Written evidence submitted by David Button [ASC 028]
Submission to the inquiry on long term funding of adult social care.
• How has Covid-19 changed the landscape for long-term funding reform of the adult social care sector?
Covid 19 has drawn attention to and magnified problems which already exited pre-covid. These include:
CQC reports clearly evidence these issues.
• How should additional funds for the adult social care sector be raised?
Sir Andrew Dilnot et al have examined this issue over many years highlighting the political and economic difficulties. There has been an inappropriate focus on residential care given that we know that the vast majority of people prefer to remain in their own homes. The emphasis should move to domiciliary care supported by an improved community care and health system. The entirety of the cost of this integrated model of care for those professionally assessed to have needs above and beyond the ability of family and friends to cope should be met from general taxation. The advantages would be universal access to support at the point of need, a better quality of life for many older and vulnerable adults with potential savings from delay or avoidance of expensive residential or hospital care. There are obvious implications for improving housing stock, communications and transport...
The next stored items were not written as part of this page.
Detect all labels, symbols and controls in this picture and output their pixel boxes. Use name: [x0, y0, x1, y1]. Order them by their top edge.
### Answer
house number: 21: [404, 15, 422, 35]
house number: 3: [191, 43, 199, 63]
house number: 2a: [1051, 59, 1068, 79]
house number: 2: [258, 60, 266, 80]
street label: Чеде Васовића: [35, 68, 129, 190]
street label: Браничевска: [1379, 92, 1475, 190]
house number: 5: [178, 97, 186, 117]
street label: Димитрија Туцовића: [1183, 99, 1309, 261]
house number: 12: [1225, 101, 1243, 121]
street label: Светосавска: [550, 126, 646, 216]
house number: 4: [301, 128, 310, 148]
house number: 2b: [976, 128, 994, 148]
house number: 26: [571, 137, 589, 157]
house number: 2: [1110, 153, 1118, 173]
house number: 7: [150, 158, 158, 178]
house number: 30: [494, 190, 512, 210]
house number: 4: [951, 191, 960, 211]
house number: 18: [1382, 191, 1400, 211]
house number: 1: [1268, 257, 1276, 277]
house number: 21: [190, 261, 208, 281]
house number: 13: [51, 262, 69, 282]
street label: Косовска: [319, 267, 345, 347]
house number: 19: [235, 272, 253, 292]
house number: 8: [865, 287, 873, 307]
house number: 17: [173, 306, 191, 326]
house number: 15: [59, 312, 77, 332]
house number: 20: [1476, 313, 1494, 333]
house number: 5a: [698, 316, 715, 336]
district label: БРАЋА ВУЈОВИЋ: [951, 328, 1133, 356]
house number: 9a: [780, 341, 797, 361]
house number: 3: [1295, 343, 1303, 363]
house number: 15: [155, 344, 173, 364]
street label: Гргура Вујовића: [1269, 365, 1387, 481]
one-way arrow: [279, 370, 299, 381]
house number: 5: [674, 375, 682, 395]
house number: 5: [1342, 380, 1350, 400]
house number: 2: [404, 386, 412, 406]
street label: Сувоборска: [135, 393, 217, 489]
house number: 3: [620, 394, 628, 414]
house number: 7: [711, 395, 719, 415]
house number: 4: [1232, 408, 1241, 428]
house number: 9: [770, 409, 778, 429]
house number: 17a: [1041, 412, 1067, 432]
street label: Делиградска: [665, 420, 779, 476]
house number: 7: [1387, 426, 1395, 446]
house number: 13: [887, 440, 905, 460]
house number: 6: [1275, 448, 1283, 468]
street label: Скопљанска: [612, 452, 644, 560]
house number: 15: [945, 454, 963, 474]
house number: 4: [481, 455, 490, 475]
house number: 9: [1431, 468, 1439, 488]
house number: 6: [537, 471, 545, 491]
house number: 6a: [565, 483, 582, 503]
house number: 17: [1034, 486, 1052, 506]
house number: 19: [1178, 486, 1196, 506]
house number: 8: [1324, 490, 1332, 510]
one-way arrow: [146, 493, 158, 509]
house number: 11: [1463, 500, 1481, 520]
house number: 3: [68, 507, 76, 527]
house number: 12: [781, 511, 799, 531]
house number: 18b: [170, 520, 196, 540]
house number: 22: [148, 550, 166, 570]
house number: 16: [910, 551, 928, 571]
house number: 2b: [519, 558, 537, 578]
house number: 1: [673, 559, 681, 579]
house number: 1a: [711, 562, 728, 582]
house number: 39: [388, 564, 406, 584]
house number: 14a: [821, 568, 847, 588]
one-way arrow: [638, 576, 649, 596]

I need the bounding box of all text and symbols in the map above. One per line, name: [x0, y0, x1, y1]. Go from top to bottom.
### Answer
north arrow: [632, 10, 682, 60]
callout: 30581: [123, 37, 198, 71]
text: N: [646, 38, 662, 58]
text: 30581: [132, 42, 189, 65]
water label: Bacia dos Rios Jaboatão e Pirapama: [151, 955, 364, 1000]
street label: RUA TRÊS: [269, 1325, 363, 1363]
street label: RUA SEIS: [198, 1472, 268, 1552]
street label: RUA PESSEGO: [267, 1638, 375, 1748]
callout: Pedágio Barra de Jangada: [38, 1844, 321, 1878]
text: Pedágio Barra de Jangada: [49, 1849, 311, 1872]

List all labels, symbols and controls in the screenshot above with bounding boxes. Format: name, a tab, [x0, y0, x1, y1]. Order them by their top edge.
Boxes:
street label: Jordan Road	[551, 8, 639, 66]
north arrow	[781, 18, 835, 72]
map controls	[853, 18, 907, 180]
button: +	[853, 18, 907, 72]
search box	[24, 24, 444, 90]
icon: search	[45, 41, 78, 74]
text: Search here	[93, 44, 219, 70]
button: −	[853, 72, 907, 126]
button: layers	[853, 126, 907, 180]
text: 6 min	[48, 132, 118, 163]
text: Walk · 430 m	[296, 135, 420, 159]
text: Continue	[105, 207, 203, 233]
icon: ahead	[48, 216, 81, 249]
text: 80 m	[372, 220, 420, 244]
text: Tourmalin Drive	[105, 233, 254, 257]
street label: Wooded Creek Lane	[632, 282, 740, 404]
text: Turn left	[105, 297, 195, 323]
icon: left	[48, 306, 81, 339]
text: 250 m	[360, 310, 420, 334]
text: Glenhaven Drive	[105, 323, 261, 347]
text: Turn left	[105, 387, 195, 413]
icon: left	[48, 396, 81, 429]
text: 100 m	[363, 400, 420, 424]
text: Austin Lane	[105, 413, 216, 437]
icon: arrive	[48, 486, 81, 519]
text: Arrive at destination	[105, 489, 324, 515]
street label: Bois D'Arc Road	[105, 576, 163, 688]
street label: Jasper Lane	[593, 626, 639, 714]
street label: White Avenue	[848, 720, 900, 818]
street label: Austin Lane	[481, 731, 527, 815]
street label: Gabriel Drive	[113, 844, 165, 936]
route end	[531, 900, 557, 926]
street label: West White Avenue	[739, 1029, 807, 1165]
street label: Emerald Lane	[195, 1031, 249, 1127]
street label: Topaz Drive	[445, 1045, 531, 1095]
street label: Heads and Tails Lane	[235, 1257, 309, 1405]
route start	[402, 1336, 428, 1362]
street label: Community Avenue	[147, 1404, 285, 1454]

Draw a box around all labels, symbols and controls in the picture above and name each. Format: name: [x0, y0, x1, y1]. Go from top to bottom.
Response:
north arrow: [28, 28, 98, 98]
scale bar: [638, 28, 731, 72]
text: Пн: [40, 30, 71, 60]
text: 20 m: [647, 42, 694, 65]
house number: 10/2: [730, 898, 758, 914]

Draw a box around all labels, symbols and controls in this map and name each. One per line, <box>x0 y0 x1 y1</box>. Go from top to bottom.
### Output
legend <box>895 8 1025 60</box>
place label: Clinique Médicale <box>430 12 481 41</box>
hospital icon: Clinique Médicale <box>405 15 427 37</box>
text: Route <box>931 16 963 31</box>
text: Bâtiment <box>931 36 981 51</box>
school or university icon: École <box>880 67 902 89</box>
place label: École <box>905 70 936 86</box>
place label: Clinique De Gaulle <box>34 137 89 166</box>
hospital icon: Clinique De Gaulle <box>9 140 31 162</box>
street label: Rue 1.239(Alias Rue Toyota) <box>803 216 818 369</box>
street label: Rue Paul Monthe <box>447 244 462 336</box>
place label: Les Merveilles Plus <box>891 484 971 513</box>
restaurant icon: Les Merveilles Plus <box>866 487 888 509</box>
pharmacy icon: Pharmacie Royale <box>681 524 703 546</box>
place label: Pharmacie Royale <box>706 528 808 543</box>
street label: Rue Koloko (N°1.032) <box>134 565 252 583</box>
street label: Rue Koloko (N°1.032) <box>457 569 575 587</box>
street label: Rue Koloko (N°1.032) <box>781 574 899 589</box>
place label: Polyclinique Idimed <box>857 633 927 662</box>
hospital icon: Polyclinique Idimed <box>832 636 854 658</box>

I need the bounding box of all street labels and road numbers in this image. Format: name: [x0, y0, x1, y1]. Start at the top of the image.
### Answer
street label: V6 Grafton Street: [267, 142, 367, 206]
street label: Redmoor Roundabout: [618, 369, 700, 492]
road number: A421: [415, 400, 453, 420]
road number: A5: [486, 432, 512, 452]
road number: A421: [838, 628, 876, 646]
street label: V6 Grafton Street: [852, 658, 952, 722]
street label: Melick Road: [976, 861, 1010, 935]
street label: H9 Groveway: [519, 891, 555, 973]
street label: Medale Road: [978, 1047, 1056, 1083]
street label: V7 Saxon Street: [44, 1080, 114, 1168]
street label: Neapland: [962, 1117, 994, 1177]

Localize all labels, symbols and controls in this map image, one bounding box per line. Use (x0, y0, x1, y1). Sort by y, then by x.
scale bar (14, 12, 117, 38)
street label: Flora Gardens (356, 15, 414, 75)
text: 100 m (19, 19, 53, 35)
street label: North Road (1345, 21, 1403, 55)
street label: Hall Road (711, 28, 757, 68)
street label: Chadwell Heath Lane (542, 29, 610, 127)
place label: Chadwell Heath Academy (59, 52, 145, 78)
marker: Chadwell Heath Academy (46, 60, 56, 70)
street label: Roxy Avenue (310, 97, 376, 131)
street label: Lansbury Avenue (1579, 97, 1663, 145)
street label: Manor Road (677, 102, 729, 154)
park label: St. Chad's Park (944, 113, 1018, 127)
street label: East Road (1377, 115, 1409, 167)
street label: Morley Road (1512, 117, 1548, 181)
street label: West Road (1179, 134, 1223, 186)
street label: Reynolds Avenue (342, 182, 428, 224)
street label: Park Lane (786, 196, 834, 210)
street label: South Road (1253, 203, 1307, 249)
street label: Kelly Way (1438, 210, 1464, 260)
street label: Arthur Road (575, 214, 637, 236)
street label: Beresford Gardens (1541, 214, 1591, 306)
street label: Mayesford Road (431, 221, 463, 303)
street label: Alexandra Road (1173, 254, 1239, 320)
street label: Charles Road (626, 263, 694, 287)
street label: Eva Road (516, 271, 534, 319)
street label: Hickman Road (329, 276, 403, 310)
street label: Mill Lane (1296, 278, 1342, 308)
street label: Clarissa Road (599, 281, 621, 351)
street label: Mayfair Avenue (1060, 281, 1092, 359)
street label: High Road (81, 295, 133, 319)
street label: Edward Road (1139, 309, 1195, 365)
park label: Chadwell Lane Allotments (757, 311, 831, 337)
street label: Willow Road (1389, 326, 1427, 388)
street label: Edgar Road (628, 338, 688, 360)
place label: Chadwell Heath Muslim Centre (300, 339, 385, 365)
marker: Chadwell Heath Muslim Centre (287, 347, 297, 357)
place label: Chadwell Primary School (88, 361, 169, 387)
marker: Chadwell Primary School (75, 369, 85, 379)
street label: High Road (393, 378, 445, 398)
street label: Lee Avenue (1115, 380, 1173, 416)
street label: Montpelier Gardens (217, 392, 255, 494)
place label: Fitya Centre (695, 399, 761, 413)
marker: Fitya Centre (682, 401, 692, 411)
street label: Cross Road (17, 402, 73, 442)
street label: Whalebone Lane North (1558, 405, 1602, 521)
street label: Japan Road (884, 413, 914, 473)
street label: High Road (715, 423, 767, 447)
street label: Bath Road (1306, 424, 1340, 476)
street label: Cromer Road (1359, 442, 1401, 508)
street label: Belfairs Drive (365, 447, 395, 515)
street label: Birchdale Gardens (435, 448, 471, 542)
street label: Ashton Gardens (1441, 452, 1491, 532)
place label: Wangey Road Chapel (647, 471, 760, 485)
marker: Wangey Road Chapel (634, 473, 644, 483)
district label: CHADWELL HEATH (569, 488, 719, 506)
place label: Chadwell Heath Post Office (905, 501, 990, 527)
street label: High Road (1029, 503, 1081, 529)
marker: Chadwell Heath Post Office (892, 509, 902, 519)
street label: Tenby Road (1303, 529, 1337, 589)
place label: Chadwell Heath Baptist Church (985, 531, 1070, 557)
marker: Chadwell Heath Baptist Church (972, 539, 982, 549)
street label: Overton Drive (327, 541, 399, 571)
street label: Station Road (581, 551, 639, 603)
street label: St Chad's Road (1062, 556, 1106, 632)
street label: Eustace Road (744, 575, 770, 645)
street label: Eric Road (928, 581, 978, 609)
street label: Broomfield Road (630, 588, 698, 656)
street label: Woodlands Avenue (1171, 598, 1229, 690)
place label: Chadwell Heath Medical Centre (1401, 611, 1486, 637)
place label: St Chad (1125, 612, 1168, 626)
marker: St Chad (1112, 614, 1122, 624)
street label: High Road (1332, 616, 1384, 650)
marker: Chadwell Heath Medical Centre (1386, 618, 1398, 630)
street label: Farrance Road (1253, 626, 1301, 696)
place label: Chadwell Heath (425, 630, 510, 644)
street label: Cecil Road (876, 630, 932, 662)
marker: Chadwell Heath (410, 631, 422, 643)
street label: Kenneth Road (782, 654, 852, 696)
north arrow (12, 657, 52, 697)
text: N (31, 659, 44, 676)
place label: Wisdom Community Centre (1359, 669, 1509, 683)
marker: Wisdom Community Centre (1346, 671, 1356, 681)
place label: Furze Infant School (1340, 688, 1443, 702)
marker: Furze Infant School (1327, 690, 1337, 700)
• How can the adult social care market be stabilised?
The market must be dismantled. The instability of the market is acknowledged in the question and Covid 19 has shown that cooperation works faster and more effectively than competition. When the market fails, it is those in need of care and their families who are the prime victims. Commissioning in adult care has failed leaving commissioners, providers and regulators free from any real accountability. The solution has to be to return social care to the statutory services so that quality standards of access and availability, management, staff development [including a career structure]and accountability can be upheld across the piece. Economies of scale will help control the costs
• How can the adult social care market be incentivised to compete on quality and/or innovation?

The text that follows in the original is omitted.